* _Task details_:
Once the line containing "Find the labels" is found, retype it and each line after it through the last entry below, word for word, and nothing else.

· · · · ·

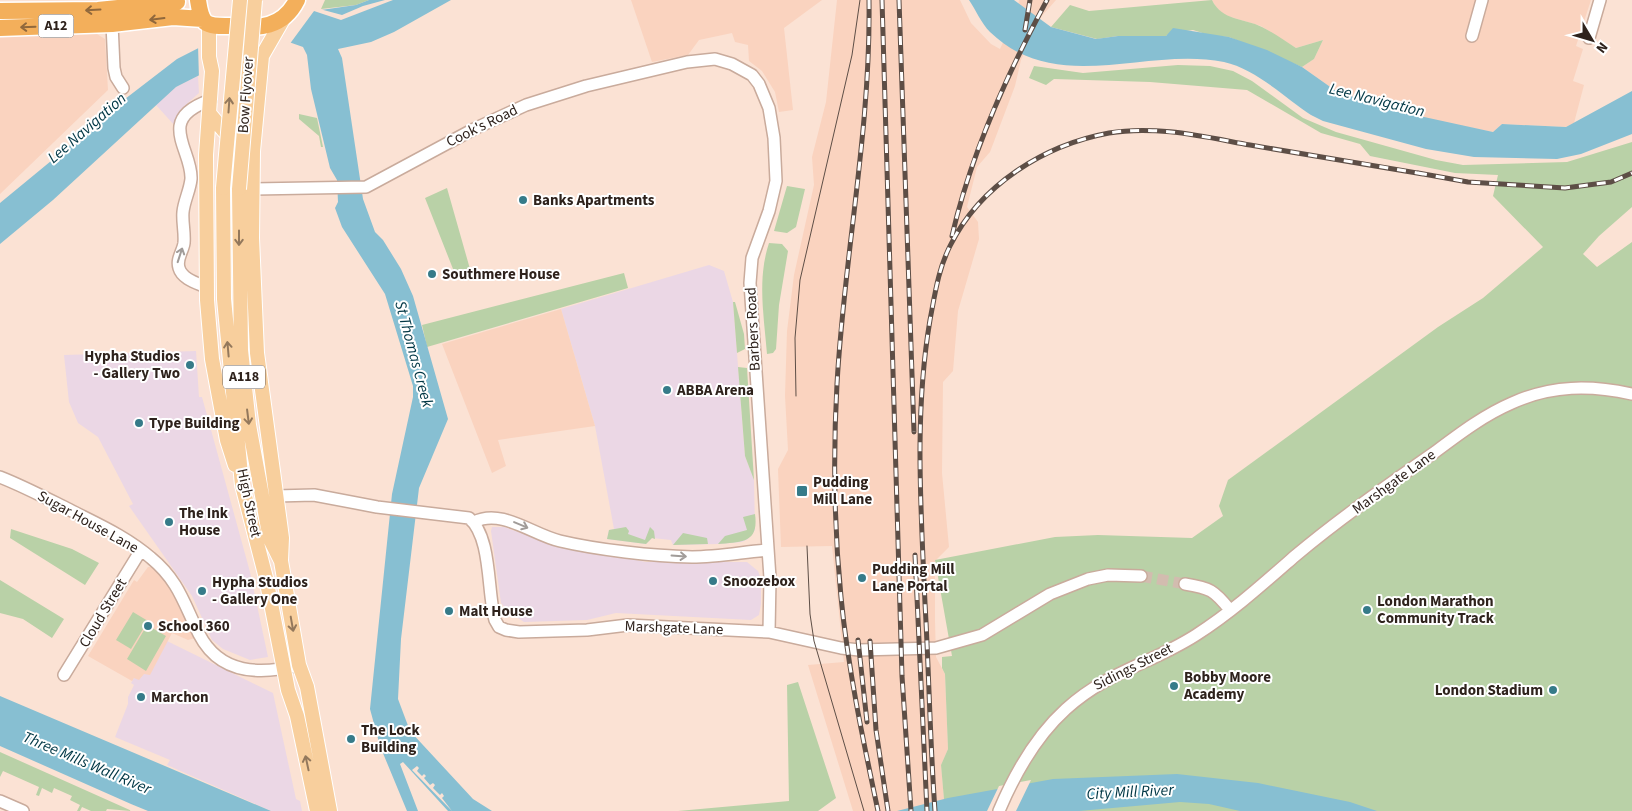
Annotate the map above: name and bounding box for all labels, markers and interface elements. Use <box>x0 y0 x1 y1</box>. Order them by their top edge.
one-way arrow <box>86 5 102 15</box>
one-way arrow <box>150 14 166 24</box>
road number: A12 <box>38 15 74 38</box>
north arrow <box>1567 15 1617 65</box>
one-way arrow <box>20 23 36 32</box>
text: N <box>1591 38 1612 57</box>
street label: Bow Flyover <box>233 55 259 134</box>
water label: Lee Navigation <box>1327 77 1427 123</box>
water label: Lee Navigation <box>43 88 131 168</box>
one-way arrow <box>225 97 234 113</box>
street label: Cook's Road <box>443 100 521 152</box>
place label: Banks Apartments <box>533 190 655 211</box>
marker: Banks Apartments <box>517 194 529 206</box>
one-way arrow <box>234 230 244 246</box>
one-way arrow <box>176 247 186 263</box>
place label: Southmere House <box>442 264 560 285</box>
marker: Southmere House <box>426 268 438 280</box>
street label: Barbers Road <box>740 287 766 371</box>
water label: St Thomas Creek <box>389 298 439 410</box>
one-way arrow <box>223 342 233 358</box>
place label: Hypha Studios - Gallery Two <box>84 346 180 384</box>
marker: Hypha Studios - Gallery Two <box>184 359 196 371</box>
road number: A118 <box>223 366 265 388</box>
place label: ABBA Arena <box>676 380 754 401</box>
marker: ABBA Arena <box>661 384 673 396</box>
one-way arrow <box>243 409 253 425</box>
place label: Type Building <box>149 413 240 434</box>
marker: Type Building <box>133 417 145 429</box>
street label: Marshgate Lane <box>1348 445 1440 519</box>
street label: High Street <box>231 467 267 539</box>
place label: Pudding Mill Lane <box>813 472 872 510</box>
marker: Pudding Mill Lane <box>795 484 809 498</box>
street label: Sugar House Lane <box>34 486 142 558</box>
place label: The Ink House <box>179 503 229 541</box>
marker: The Ink House <box>163 516 175 528</box>
one-way arrow <box>513 521 528 531</box>
one-way arrow <box>671 551 687 560</box>
place label: Pudding Mill Lane Portal <box>872 559 955 597</box>
place label: Snoozebox <box>723 571 795 592</box>
place label: Hypha Studios - Gallery One <box>212 572 308 610</box>
marker: Pudding Mill Lane Portal <box>856 572 868 584</box>
street label: Cloud Street <box>74 574 132 652</box>
marker: Snoozebox <box>707 575 719 587</box>
marker: Hypha Studios - Gallery One <box>196 585 208 597</box>
place label: London Marathon Community Track <box>1377 591 1495 629</box>
place label: Malt House <box>459 601 533 622</box>
marker: London Marathon Community Track <box>1361 604 1373 616</box>
marker: Malt House <box>443 605 455 617</box>
place label: School 360 <box>158 616 230 637</box>
one-way arrow <box>287 616 297 632</box>
street label: Marshgate Lane <box>624 616 724 640</box>
marker: School 360 <box>142 620 154 632</box>
street label: Sidings Street <box>1090 638 1176 696</box>
place label: Bobby Moore Academy <box>1183 667 1271 705</box>
marker: Bobby Moore Academy <box>1168 680 1180 692</box>
place label: London Stadium <box>1435 680 1543 701</box>
marker: London Stadium <box>1547 684 1559 696</box>
place label: Marchon <box>151 687 209 708</box>
marker: Marchon <box>135 691 147 703</box>
place label: The Lock Building <box>361 720 421 758</box>
water label: Three Mills Wall River <box>19 726 156 801</box>
marker: The Lock Building <box>345 733 357 745</box>
one-way arrow <box>301 756 311 772</box>
water label: City Mill River <box>1086 779 1176 805</box>

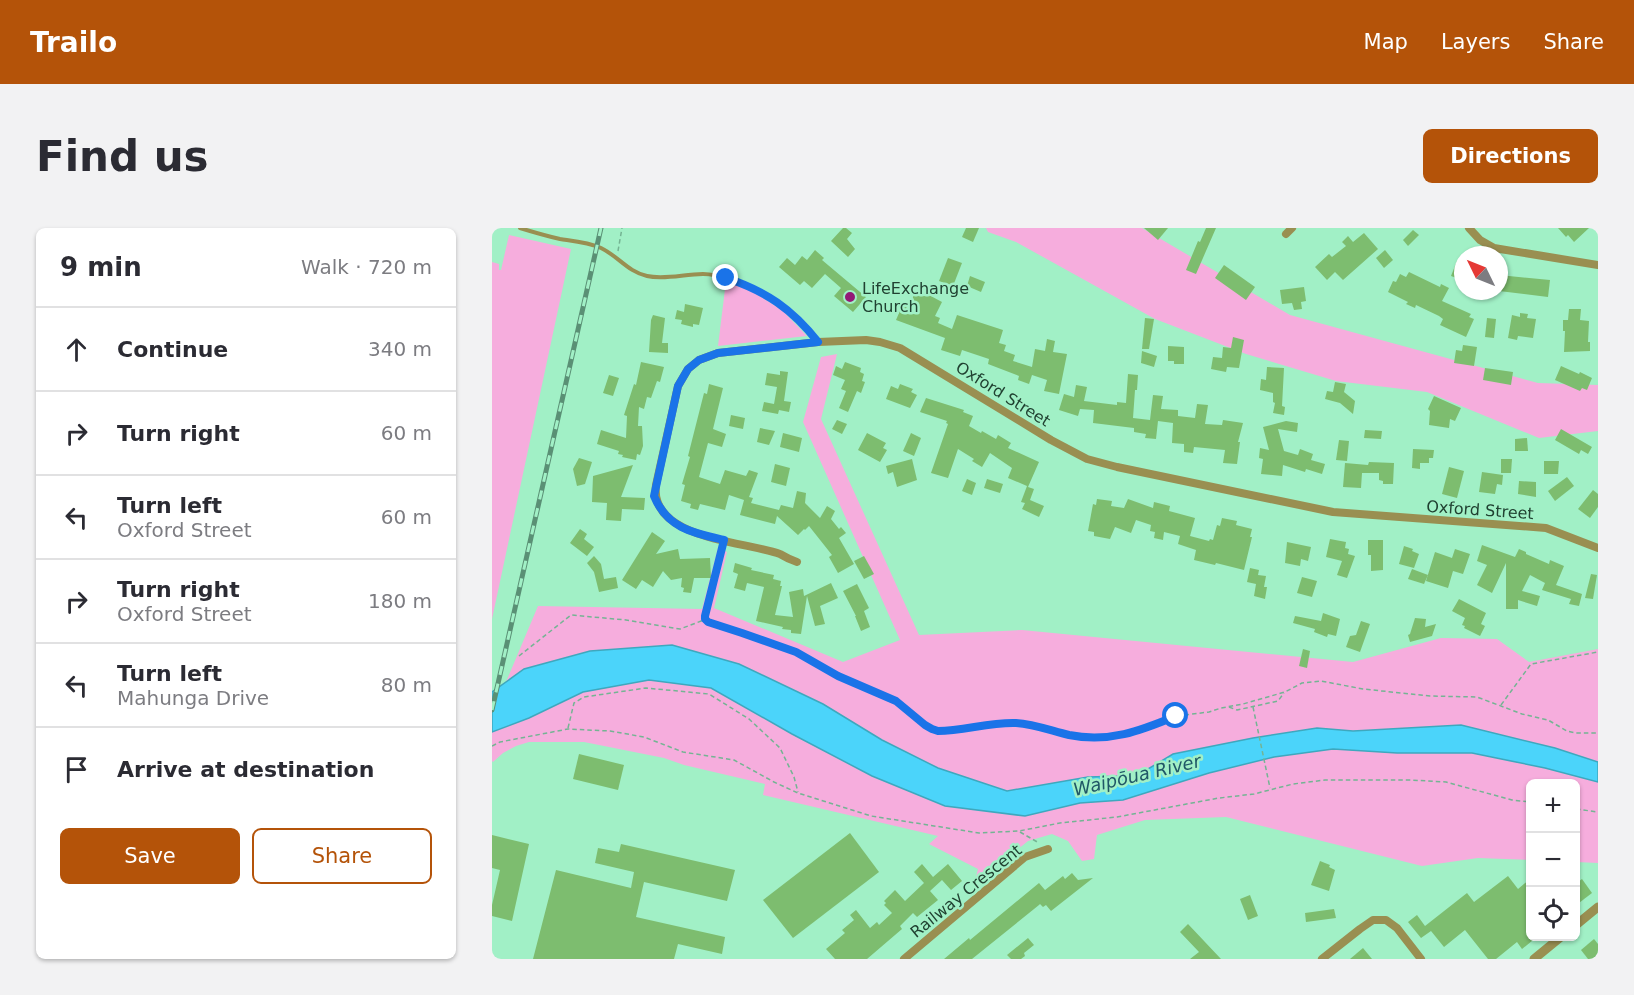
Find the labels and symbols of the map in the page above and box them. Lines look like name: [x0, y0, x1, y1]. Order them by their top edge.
north arrow: [1454, 246, 1508, 300]
route end: [712, 264, 738, 290]
place label: LifeExchange Church: [862, 279, 969, 316]
marker: LifeExchange Church: [843, 290, 857, 304]
street label: Oxford Street: [952, 357, 1054, 431]
street label: Oxford Street: [1426, 497, 1534, 523]
route start: [1162, 702, 1188, 728]
water label: Waipōua River: [1071, 750, 1204, 800]
street label: Railway Crescent: [907, 840, 1025, 942]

· · · · ·

* _Exercise solution_:
Find the labels and symbols of the map in the page above and box them. Lines look like name: [x0, y0, x1, y1]. Order them by their top edge.
north arrow: [1454, 246, 1508, 300]
route end: [712, 264, 738, 290]
place label: LifeExchange Church: [862, 279, 969, 316]
marker: LifeExchange Church: [843, 290, 857, 304]
street label: Oxford Street: [952, 357, 1054, 431]
street label: Oxford Street: [1426, 497, 1534, 523]
route start: [1162, 702, 1188, 728]
water label: Waipōua River: [1071, 750, 1204, 800]
street label: Railway Crescent: [907, 840, 1025, 942]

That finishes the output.